Saturday 22 October 2011

SA/Namibia 2011 - Day 20. Port St Johns to Durban.


View 20th Sept: Port St Johns to Durban in a larger map

It was a good night's sleep. Also breakfast at the Outspan Inn was excellent. We rolled out of Port St Johns in brilliant sunshine and headed for Lusikisiki, Flagstaff and Bizana. The scenery was beautiful - rolling green hills, fertile valleys, colourful huts and shacks.

 Pondoland scene.

Many houses and huts were painted in this pale green colour.

 See what I mean?

 We stopped often to take in the views.

Entering Lusikisiki. What a great name.

 Grid lock in Lusikisiki? See Mike just ahead ....

I really wanted to stop and enjoy the town, but .....

Lusikisiki was a busy place - and charming in a chaotic kind of way. Just like all the little towns in the Transkei there were people, taxis, trucks and buses everywhere. The roadside markets were colourful and busy and very interesting. If we had not been in motorcycle gear, which was only relatively cool if one was moving at a reasonable speed, we would very much have liked to park the motorbikes and walk around enjoying the atmosphere and taking in the sights and sounds.

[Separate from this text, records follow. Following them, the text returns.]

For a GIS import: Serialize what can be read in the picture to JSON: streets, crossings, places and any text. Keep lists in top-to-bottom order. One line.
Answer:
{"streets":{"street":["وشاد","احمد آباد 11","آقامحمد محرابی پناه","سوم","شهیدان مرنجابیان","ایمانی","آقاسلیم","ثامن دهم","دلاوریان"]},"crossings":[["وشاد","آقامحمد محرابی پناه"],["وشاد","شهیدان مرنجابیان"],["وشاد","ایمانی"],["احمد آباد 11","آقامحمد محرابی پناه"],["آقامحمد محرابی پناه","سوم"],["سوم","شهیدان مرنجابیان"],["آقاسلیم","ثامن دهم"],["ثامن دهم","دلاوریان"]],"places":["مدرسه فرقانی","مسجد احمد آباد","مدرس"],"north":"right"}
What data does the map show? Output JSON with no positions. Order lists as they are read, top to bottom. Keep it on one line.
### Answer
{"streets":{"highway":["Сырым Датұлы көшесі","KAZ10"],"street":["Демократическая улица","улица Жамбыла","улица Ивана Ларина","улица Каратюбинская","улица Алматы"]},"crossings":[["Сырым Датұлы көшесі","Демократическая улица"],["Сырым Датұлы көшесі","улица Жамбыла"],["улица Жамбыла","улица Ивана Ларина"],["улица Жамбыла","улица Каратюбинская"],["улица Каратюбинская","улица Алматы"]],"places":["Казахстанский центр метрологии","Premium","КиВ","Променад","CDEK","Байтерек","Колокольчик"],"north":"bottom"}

In fact I did have to park briefly as I spotted a Midas shop which I knew would be able to sell me synthetic engine oil for the Yamaha. The motorbike needed a top up. R99.99 later I had the required lubricant and a very kind fellow helped me get the oil into the engine. 'Thank you Danny Williams of Port St Johns.'


Lusikisiki had, in addition to a well-stocked Midas store, a very modern Sasol petrol station. Its pristine blue and white trademark colours contrasted starkly with the dusty chaos of the general area. Inside this modern facility were ATM machines too.

So, we left Lusikisiki with fuel, oil and money. The next brief stop would be Port Edward.

Pondoland lies between the Mtamvuna River and the Mtata River I believe. We passed the Pondoland border somewhere after Lusikisiki and the scenery was even better than before. Also many of the women had painted faces, resembling western face-packs, and were quite charming.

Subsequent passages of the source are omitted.